Dataset excerpts START

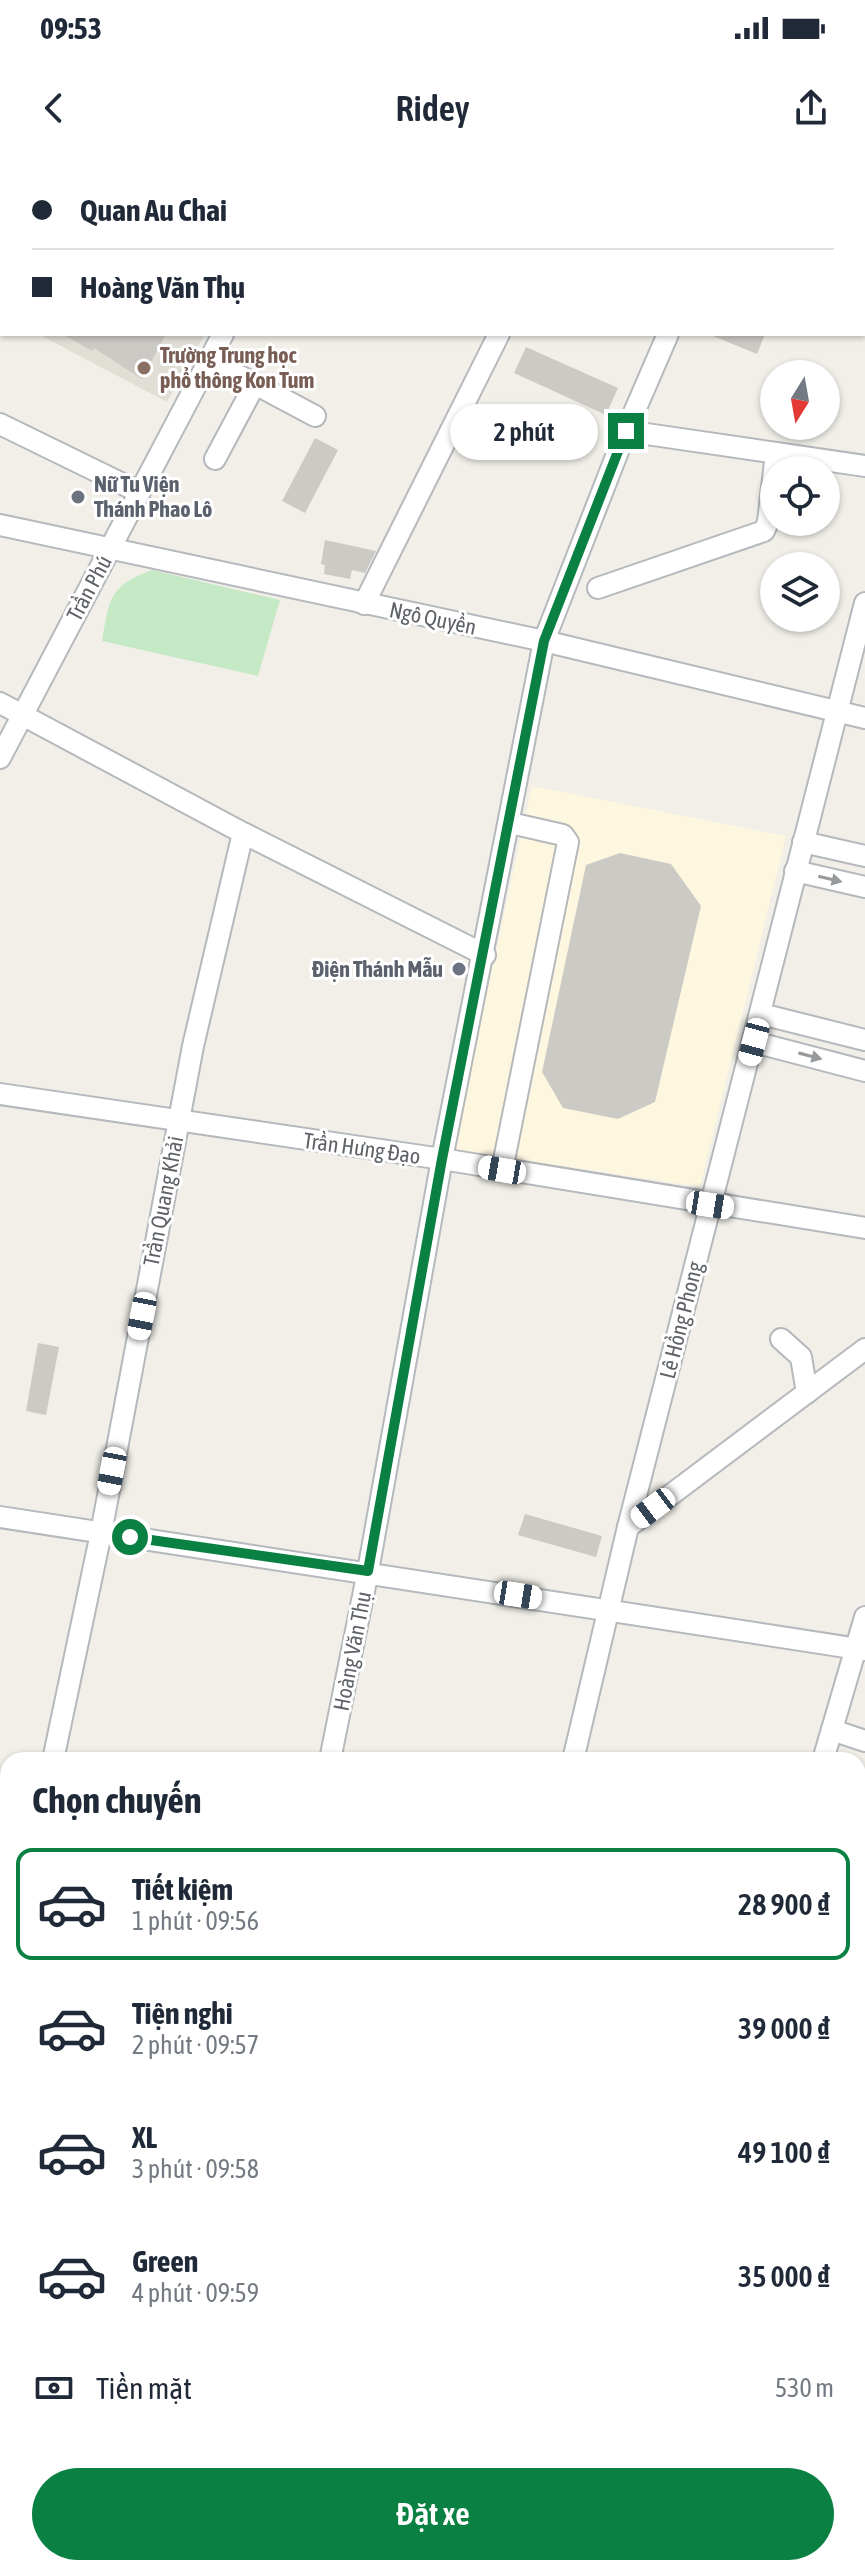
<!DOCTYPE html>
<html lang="vi">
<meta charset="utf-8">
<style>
:root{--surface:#fff;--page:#f6f6f7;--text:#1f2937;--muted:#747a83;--line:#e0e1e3;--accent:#0b8043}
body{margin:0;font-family:"Asap Condensed",sans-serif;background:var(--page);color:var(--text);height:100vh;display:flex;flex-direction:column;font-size:30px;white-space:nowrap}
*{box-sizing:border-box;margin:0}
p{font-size:26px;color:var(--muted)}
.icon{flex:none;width:44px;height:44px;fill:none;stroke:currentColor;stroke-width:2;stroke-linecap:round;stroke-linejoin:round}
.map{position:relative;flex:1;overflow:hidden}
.side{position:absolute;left:0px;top:1592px;width:866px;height:824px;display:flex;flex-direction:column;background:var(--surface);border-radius:24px 24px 0 0;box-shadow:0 2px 6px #0004}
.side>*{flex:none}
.guide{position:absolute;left:0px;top:0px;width:866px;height:176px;box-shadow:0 2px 6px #0004;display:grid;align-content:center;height:176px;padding:0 32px;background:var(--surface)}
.needle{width:52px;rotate:191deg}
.controls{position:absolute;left:760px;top:200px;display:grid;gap:16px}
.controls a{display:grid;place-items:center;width:80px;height:80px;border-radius:50%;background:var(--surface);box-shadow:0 2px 6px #0004;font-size:40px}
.end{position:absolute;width:36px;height:36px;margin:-18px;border:10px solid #0b8043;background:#fff;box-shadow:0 0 0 4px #fff}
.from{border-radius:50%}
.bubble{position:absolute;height:56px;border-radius:28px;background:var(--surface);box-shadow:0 2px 6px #0004;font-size:26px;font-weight:600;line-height:56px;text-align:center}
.car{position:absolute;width:24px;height:48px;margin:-24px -12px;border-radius:10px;box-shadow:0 0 6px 2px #0007;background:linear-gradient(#fff 24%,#345 0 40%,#fff 0 76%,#345 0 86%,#fff 0)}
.guide b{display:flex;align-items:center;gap:28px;height:76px;font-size:30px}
.guide b+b{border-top:2px solid var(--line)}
.guide i{width:20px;height:20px;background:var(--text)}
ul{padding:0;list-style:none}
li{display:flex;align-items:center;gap:24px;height:112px;margin:0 16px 12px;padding:0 16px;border:4px solid transparent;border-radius:16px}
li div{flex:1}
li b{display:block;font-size:30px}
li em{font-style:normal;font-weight:600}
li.current{border-color:var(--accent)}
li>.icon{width:72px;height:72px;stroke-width:1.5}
h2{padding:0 32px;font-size:36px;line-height:96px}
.pay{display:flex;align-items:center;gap:20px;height:88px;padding:0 32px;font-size:30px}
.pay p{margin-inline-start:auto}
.cta{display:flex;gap:16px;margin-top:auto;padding:16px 32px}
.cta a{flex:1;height:92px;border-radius:48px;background:var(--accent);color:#fff;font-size:32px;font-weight:600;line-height:92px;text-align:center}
.status{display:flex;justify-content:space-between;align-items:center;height:56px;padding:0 40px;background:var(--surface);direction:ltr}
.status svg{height:22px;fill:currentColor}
header{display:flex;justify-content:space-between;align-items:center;height:104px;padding:0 32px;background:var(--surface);font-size:36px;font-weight:600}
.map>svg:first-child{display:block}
.commercial{fill:#fef7e0}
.education{fill:#e1ded6}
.green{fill:#c5e8c5}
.building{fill:#cccac5}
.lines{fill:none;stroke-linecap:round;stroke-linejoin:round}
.minor-casing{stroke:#b5b8bc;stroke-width:24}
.minor{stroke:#fff;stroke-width:20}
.oneway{fill:#979a9d}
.route{stroke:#0b8043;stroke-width:10}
.education-dot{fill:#8d6e63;stroke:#fff;stroke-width:3}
.worship-dot{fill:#6b7280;stroke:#fff;stroke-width:3}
.labels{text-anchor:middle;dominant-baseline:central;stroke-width:6;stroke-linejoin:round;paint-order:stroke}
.education-label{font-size:22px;font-weight:bold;fill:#785e54;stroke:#fff;text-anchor:start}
.worship-label{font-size:22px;font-weight:bold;fill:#5b616d;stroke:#fff;text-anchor:start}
.street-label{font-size:22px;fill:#5f6368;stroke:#fff}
</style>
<div class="status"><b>09:53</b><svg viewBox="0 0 49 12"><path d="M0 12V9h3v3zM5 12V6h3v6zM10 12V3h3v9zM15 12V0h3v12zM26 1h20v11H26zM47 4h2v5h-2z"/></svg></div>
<header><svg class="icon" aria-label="back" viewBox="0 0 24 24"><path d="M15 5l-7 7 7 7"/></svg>Ridey<svg class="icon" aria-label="share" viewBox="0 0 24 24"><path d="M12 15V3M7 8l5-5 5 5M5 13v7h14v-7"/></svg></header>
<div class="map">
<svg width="865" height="2416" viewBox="0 0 865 2416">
<rect width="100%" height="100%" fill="#f1efe8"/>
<path class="commercial" d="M532,626L786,676L700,1027L453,989Z"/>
<g class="education">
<path d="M14,0H303L12,2Z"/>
<path d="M2,15V155L0,17Z"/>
<path d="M38,174H205L167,242Z"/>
</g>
<g class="green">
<path d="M152,410L280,440L258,516L102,481C110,439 108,426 152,410Z"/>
<path d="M0,1748L8,1750V2041L0,2043Z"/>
</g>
<g class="building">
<path d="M62,174H166L142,219L94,188L92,191Z"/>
<path d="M708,174H765L757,194Z"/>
<path d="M526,187L618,228L606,255L514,213Z"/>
<path d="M315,278L338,290L305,353L282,341Z"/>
<path d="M325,380L376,391L365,413L352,410L350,419L324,414L325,405L321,404Z"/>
<path d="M620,693L671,704L701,746L655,942L618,959L563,948L542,912L586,705Z"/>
<path d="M38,1183L59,1187L46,1255L26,1251Z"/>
<path d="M525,1354L602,1376L596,1397L518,1375Z"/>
</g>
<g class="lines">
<g class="minor-casing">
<g id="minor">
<path d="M316,2L317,0"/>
<path d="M585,2L586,0"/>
<path d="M743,2L744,0"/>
<path d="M864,151H865"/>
<path d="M210,200L315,256"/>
<path d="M0,264L139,332"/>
<path d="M626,271L865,306"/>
<path d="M215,299L255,224"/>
<path d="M0,365L544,481L865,558"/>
<path d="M598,428L764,371L768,362L776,293"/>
<path d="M364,444L499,174"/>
<path d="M0,543L243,673L485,795"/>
<path d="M0,598L223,174"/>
<path d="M803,682L865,696"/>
<path d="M795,711L865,727"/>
<path d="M761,854L865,880"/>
<path d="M754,882L865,911"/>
<path d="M0,934L442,999L865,1068"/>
<path d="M502,1010L568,682L563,675L510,663"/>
<path d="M781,1179L801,1197L807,1233"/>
<path d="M0,1357L865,1490"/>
<path d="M628,1367L865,1189"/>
<path d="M832,1570L865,1581"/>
<path d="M53,1600L101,1373L193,886L243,673"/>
<path d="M330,1600L368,1411L442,999L544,481L626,271L668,174"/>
<path d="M573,1600L628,1367L865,443"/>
<path d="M823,1600L865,1457"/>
<path d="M0,1646L8,1647"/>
<path d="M858,1763L865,1755"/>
<path d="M858,1796L865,1797"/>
<path d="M858,2035L865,2037"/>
<path d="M0,2174L8,2170"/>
<path d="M858,2294H865"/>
<path d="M360,2416L362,2408"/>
<path d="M500,2416L501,2408"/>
<path d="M689,2416L690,2408"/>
</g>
</g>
<use href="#minor" class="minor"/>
</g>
<defs><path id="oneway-solid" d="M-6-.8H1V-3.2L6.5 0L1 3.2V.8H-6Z" transform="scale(2)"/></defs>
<g class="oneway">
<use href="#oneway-solid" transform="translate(830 719) rotate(13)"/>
<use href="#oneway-solid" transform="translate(810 896) rotate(15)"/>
</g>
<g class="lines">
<path class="route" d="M130,1377L368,1411L442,999L544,481L626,271"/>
</g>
<circle class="education-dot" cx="144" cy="208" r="8"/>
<g class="worship-dot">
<circle cx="78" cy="337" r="8"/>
<circle cx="459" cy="809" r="8"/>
</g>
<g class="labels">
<g class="education-label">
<text x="160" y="195">Trường Trung học<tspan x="160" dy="25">phổ thông Kon Tum</tspan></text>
</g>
<g class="worship-label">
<text x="94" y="324">Nữ Tu Viện<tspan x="94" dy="25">Thánh Phao Lô</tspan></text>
<text x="443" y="809" text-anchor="end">Điện Thánh Mẫu</text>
</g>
<g class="street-label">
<text transform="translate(89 428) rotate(-62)">Trần Phú</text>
<text transform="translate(433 458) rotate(12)">Ngô Quyền</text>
<text transform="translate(362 988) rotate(8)">Trần Hưng Đạo</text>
<text transform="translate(163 1041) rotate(-79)">Trần Quang Khải</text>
<text transform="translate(681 1160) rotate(-76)">Lê Hồng Phong</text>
<text transform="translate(352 1491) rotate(-79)">Hoàng Văn Thụ</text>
</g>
</g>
</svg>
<div class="controls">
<a><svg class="needle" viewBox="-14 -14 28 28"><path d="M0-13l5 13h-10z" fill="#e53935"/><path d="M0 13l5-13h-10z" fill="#747a83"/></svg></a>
<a><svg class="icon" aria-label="locate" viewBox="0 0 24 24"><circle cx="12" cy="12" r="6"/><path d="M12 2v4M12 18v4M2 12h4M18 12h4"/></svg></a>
<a><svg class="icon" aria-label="layers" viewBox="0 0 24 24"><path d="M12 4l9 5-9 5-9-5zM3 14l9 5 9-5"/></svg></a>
</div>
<i class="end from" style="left:130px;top:1377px"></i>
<i class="end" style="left:626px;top:271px"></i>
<div class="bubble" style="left:450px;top:244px;width:148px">2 phút</div>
<i class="car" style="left:754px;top:882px;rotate:195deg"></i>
<i class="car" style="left:502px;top:1010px;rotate:280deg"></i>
<i class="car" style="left:710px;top:1045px;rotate:99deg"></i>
<i class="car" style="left:142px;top:1156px;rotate:191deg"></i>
<i class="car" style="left:112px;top:1311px;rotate:191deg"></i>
<i class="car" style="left:653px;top:1348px;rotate:233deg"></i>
<i class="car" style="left:518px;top:1435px;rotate:99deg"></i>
<div class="guide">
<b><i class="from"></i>Quan Au Chai</b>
<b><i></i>Hoàng Văn Thụ</b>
</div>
<section class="side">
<h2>Chọn chuyến</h2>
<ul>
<li class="current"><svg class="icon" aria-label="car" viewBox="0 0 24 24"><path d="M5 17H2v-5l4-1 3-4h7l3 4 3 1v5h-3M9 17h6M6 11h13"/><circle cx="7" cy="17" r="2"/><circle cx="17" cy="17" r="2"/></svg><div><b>Tiết kiệm</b><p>1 phút · 09:56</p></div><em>28 900 ₫</em></li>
<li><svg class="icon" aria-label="car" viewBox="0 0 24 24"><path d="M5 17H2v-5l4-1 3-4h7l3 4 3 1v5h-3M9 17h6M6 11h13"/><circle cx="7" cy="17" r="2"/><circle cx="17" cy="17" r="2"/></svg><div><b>Tiện nghi</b><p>2 phút · 09:57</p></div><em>39 000 ₫</em></li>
<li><svg class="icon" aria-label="car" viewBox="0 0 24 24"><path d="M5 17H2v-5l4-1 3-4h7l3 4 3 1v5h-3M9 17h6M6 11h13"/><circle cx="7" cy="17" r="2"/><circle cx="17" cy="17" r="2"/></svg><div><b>XL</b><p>3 phút · 09:58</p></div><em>49 100 ₫</em></li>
<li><svg class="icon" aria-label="car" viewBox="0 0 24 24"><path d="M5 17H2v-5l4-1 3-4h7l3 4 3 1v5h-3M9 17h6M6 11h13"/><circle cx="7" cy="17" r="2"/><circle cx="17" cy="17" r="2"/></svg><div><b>Green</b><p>4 phút · 09:59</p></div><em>35 000 ₫</em></li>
</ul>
<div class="pay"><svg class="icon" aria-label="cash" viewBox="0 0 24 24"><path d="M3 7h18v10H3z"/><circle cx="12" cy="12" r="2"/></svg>Tiền mặt<p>530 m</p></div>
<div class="cta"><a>Đặt xe</a></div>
</section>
</div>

Dataset excerpts END

▸ Problem to work on: Report, for the data above, every line in which the string "margin" appears.

▸ Exercise result:
body{margin:0;font-family:"Asap Condensed",sans-serif;background:var(--page);color:var(--text);height:100vh;display:flex;flex-direction:column;font-size:30px;white-space:nowrap}
*{box-sizing:border-box;margin:0}
.end{position:absolute;width:36px;height:36px;margin:-18px;border:10px solid #0b8043;background:#fff;box-shadow:0 0 0 4px #fff}
.car{position:absolute;width:24px;height:48px;margin:-24px -12px;border-radius:10px;box-shadow:0 0 6px 2px #0007;background:linear-gradient(#fff 24%,#345 0 40%,#fff 0 76%,#345 0 86%,#fff 0)}
li{display:flex;align-items:center;gap:24px;height:112px;margin:0 16px 12px;padding:0 16px;border:4px solid transparent;border-radius:16px}
.pay p{margin-inline-start:auto}
.cta{display:flex;gap:16px;margin-top:auto;padding:16px 32px}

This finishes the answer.